3. Antimicrobial Resistance
Not surprisingly, there is growing bacterial resistance to mupirocin. One hospital saw their prevalence of mupirocin resistance in MRSA isolates increase from 2.7% to 65% after they started a mupirocin decolonization protocol [79]. It is important to note that this study observed a rapid rise of mupirocin resistance during a MRSA epidemic in a teaching hospital when mupiroin ointment was used intranasally three times per day every day during hospital admission. High rates of resistance have been associated with long-term use of mupirocin [80]. Other studies have identified hospitals and community homes with high rates of resistance [81], and resistance is associated with failure of decolonization [82]. Similarly, the prevalence of chlorhexidine resistance is increasing, with reported resistance rates of up to 19.3% in the intensive care unit setting [83]. Most studies examining the development of resistance have focused on hospital wards and intensive care units. There is a call for antiseptic stewardship, wherein one would restrict use of antiseptics for nonevidence-based applications [84]. In the era of antibiotic resistance, it remains to be seen whether the morbidity and financial benefits of decolonization can outweigh the risks associated with resistance to these agents. As there has not been reported resistance to bleach baths, it is possible that this could substitute for chlorhexidine washes in future decolonization protocols.

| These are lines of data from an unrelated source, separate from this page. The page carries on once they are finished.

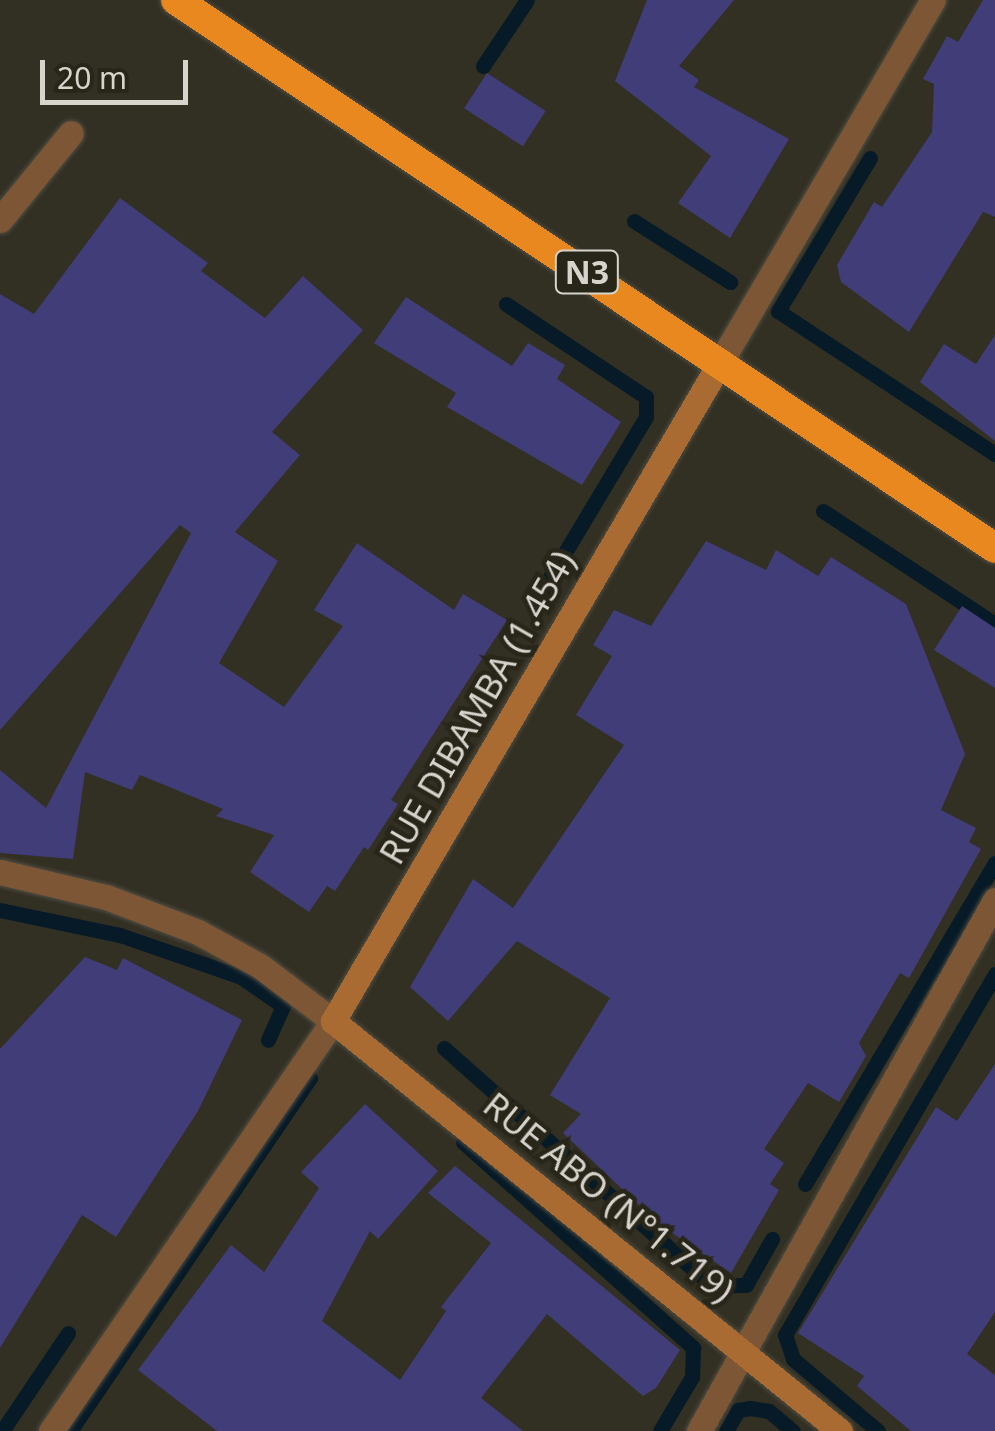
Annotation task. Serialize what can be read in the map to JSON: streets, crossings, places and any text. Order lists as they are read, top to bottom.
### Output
{
  "streets": {
    "highway": ["N3"],
    "street": ["RUE DIBAMBA (1.454)", "RUE ABO (N°1.719)"]
  },
  "crossings": [
    ["N3", "RUE DIBAMBA (1.454)"],
    ["RUE DIBAMBA (1.454)", "RUE ABO (N°1.719)"]
  ],
  "scale_bar": "20 m"
}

4. Future Studies and Conclusions
The Infectious Disease Society of America has published recommended guidelines for recurrent MRSA infections, which include 5 to 10 days of intranasal mupirocin, with body decolonization with daily chlorhexidine washes for 5 to 14 days or 15-minute dilute bleach baths twice per week for 3 months [85]. These recommendations are based on evidence relating to SSTI, as well as endocarditis and central nervous system infections. This regimen is common in the studies discussed and appears to have the ability to successfully decolonize patients. In the context of antimicrobial resistance, there is a growing need for successful decolonization strategies that can maintain long-term eradication.

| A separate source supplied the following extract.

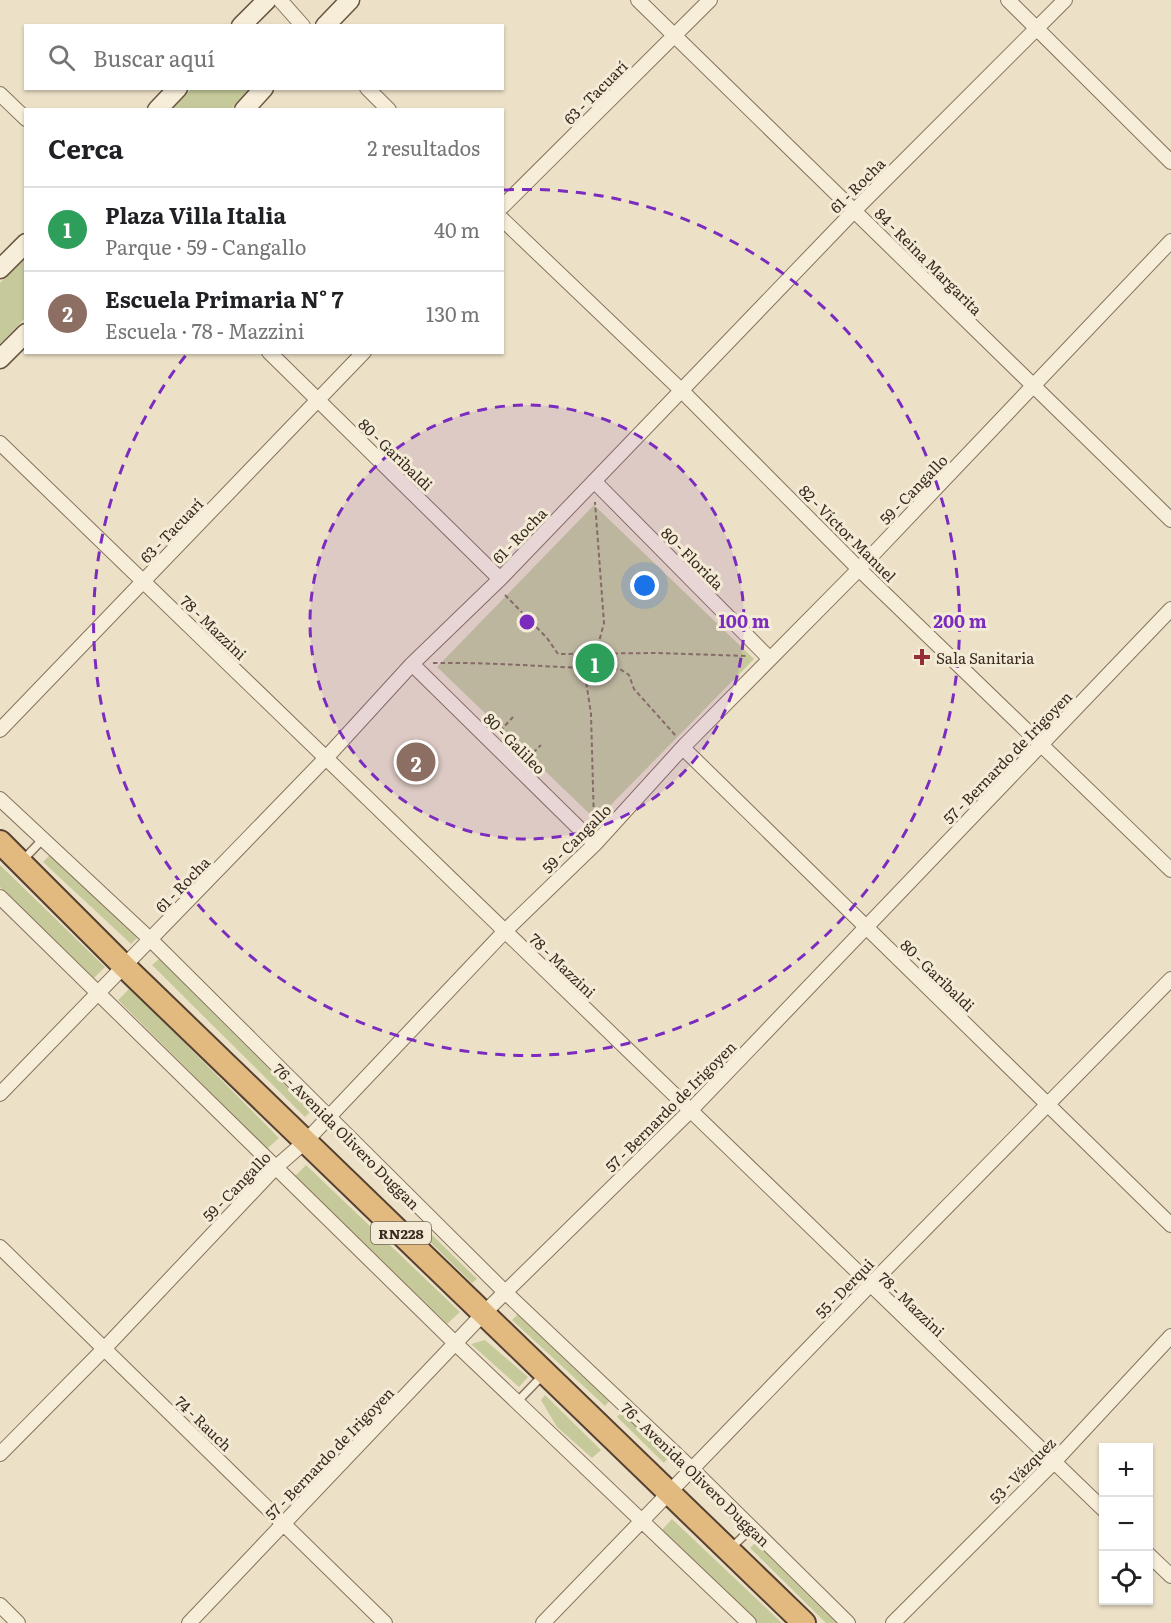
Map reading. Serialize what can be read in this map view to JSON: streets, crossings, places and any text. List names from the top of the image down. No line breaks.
{"streets":{"highway":["76 - Avenida Olivero Duggan","RN228"],"street":["63 - Tacuarí","61 - Rocha","84 - Reina Margarita","80 - Garibaldi","59 - Cangallo","82 - Víctor Manuel","80 - Florida","78 - Mazzini","80 - Galileo","57 - Bernardo de Irigoyen","55 - Derqui","74 - Rauch","53 - Vázquez"]},"crossings":[["63 - Tacuarí","84 - Reina Margarita"],["63 - Tacuarí","80 - Garibaldi"],["63 - Tacuarí","78 - Mazzini"],["61 - Rocha","84 - Reina Margarita"],["61 - Rocha","80 - Garibaldi"],["61 - Rocha","82 - Víctor Manuel"],["61 - Rocha","80 - Florida"],["61 - Rocha","78 - Mazzini"],["61 - Rocha","80 - Galileo"],["61 - Rocha","76 - Avenida Olivero Duggan"],["84 - Reina Margarita","59 - Cangallo"],["80 - Garibaldi","59 - Cangallo"],["80 - Garibaldi","57 - Bernardo de Irigoyen"],["80 - Garibaldi","55 - Derqui"],["59 - Cangallo","82 - Víctor Manuel"],["59 - Cangallo","80 - Florida"],["59 - Cangallo","78 - Mazzini"],["59 - Cangallo","80 - Galileo"],["59 - Cangallo","76 - Avenida Olivero Duggan"],["59 - Cangallo","74 - Rauch"],["82 - Víctor Manuel","57 - Bernardo de Irigoyen"],["78 - Mazzini","57 - Bernardo de Irigoyen"],["78 - Mazzini","55 - Derqui"],["78 - Mazzini","53 - Vázquez"],["57 - Bernardo de Irigoyen","76 - Avenida Olivero Duggan"],["57 - Bernardo de Irigoyen","74 - Rauch"],["76 - Avenida Olivero Duggan","55 - Derqui"]],"places":{"health":["Sala Sanitaria"]},"page":{"search":"Buscar aquí","heading":["Cerca","2 resultados"],"list":[{"mark":"1","name":"Plaza Villa Italia","note":"Parque · 59 - Cangallo","value":"40 m"},{"mark":"2","name":"Escuela Primaria N° 7","note":"Escuela · 78 - Mazzini","value":"130 m"}],"pins":["1","2"],"map_buttons":["+","−"]},"rings":["100 m","200 m"]}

S. aureus is a particularly troublesome organism in dermatology. It has been implicated in the pathogenesis and persistence of multiple skin conditions. Decolonizing affected individuals may have a positive effect on their disease, in addition to preventing recurrent infections. Tailored decolonization protocols may be best depending on the patient’s condition.
Disclosure
LW is a subinvestigator for Novartis/Clarity study (CAIN457A2326), 6/2017–6/2018.
Conflicts of Interest
The authors declare that they have no conflicts of interest.